Exercise brief » Using the records below, filter for lines that contain the string "Орден" and copy them out.

------ Data section

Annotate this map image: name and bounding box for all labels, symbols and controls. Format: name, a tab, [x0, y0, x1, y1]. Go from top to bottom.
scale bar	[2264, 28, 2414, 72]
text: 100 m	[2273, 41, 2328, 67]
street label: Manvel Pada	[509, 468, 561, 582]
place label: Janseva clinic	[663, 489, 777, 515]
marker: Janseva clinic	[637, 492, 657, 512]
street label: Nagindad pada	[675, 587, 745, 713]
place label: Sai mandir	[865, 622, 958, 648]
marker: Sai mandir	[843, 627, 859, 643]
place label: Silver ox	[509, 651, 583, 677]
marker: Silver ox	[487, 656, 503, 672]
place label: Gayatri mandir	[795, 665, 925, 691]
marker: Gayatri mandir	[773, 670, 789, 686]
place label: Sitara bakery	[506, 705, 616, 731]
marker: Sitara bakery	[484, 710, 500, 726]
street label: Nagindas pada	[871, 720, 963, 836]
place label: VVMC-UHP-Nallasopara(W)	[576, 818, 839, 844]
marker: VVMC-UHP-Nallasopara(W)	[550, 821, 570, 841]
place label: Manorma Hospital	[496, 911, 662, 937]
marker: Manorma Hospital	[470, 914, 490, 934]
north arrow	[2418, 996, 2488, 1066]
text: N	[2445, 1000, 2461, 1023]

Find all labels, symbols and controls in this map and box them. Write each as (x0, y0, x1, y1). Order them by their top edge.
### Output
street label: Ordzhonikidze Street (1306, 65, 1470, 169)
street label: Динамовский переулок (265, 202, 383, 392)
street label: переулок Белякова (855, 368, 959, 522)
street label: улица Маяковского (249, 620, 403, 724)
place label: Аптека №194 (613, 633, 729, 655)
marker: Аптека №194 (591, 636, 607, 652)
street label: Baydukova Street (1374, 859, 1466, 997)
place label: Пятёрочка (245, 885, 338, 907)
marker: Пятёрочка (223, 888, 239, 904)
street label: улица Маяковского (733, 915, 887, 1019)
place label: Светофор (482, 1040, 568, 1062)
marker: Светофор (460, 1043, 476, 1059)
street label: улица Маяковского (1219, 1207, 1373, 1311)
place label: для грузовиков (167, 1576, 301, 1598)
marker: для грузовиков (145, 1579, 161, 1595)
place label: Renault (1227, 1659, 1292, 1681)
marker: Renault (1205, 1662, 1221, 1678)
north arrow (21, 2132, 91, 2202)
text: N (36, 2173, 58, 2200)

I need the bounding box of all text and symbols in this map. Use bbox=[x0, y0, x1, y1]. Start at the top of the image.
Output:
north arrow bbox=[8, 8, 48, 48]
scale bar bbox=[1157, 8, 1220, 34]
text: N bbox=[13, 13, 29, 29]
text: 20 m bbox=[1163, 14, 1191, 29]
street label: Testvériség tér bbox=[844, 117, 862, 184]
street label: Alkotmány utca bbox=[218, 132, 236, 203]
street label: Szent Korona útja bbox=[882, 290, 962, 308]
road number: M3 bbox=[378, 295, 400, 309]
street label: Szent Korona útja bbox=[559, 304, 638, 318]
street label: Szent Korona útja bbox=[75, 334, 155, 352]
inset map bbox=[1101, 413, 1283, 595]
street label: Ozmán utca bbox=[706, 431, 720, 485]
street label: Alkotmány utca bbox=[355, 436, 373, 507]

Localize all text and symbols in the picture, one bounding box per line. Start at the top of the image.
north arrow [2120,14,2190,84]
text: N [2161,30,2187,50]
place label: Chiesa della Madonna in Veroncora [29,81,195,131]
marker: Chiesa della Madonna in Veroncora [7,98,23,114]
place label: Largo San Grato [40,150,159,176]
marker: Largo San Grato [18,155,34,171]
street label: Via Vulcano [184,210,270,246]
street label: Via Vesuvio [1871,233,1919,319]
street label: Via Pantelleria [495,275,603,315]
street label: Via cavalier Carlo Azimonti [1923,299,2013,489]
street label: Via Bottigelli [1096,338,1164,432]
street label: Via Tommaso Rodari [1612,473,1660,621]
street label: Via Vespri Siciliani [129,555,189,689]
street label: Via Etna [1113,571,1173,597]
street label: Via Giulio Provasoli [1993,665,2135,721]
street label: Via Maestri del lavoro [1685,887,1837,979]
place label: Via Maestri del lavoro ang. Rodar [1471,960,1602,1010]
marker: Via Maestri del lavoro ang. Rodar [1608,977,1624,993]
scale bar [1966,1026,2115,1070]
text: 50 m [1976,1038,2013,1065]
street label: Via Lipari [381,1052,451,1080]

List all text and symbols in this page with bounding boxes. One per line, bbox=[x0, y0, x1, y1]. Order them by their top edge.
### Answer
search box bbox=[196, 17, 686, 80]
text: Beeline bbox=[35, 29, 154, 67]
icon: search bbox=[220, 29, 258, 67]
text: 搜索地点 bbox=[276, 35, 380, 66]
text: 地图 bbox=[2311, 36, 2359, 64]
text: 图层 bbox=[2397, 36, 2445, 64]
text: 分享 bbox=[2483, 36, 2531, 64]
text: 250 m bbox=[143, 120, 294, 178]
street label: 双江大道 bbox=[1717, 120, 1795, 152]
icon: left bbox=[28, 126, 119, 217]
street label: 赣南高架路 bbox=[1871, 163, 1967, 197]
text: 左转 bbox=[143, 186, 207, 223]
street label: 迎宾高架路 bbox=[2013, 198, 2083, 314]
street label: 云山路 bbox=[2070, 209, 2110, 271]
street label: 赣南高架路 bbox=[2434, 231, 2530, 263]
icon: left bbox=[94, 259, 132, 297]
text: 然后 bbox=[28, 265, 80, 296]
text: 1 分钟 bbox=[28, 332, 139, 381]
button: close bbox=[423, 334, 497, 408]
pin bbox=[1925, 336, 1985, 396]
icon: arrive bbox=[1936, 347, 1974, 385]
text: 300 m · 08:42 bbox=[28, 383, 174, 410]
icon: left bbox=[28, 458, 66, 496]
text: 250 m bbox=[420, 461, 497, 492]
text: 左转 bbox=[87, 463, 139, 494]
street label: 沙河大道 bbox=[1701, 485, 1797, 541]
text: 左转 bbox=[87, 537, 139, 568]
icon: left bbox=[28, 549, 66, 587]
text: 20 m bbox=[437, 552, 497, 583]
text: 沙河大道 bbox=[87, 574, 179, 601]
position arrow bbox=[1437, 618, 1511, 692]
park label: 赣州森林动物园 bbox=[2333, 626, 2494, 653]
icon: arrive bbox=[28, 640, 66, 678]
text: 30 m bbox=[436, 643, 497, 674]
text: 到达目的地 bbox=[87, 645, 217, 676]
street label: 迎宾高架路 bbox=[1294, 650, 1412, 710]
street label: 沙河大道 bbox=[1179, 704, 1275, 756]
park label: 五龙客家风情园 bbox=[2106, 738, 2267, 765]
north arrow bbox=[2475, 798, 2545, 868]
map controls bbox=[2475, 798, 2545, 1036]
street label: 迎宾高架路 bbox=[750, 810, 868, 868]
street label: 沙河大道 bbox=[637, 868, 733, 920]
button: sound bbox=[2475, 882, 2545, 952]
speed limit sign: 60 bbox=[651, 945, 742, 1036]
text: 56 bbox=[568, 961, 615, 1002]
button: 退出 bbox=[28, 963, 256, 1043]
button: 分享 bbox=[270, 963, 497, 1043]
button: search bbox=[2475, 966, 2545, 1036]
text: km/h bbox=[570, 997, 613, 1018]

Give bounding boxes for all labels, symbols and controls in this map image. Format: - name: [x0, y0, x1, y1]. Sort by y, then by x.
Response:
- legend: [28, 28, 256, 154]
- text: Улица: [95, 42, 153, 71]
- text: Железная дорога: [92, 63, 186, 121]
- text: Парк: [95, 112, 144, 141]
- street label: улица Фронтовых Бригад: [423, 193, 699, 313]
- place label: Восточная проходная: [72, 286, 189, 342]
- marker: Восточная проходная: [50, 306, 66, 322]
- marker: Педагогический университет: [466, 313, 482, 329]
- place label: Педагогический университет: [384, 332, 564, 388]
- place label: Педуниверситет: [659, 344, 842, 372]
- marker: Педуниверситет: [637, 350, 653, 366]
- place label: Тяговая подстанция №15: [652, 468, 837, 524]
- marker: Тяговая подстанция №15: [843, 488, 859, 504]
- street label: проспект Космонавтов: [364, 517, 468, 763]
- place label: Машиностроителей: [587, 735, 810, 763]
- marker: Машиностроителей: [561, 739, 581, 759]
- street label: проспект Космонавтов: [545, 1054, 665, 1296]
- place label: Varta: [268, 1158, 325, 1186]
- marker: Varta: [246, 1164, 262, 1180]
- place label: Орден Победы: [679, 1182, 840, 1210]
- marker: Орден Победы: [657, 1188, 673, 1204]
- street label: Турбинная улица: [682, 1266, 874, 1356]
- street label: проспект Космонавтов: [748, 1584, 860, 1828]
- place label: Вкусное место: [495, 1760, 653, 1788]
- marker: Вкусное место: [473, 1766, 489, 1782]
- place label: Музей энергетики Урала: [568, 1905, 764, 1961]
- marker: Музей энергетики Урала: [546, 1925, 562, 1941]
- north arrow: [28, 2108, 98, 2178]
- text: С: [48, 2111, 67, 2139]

------------

Problem solution »
- place label: Орден Победы: [679, 1182, 840, 1210]
- marker: Орден Победы: [657, 1188, 673, 1204]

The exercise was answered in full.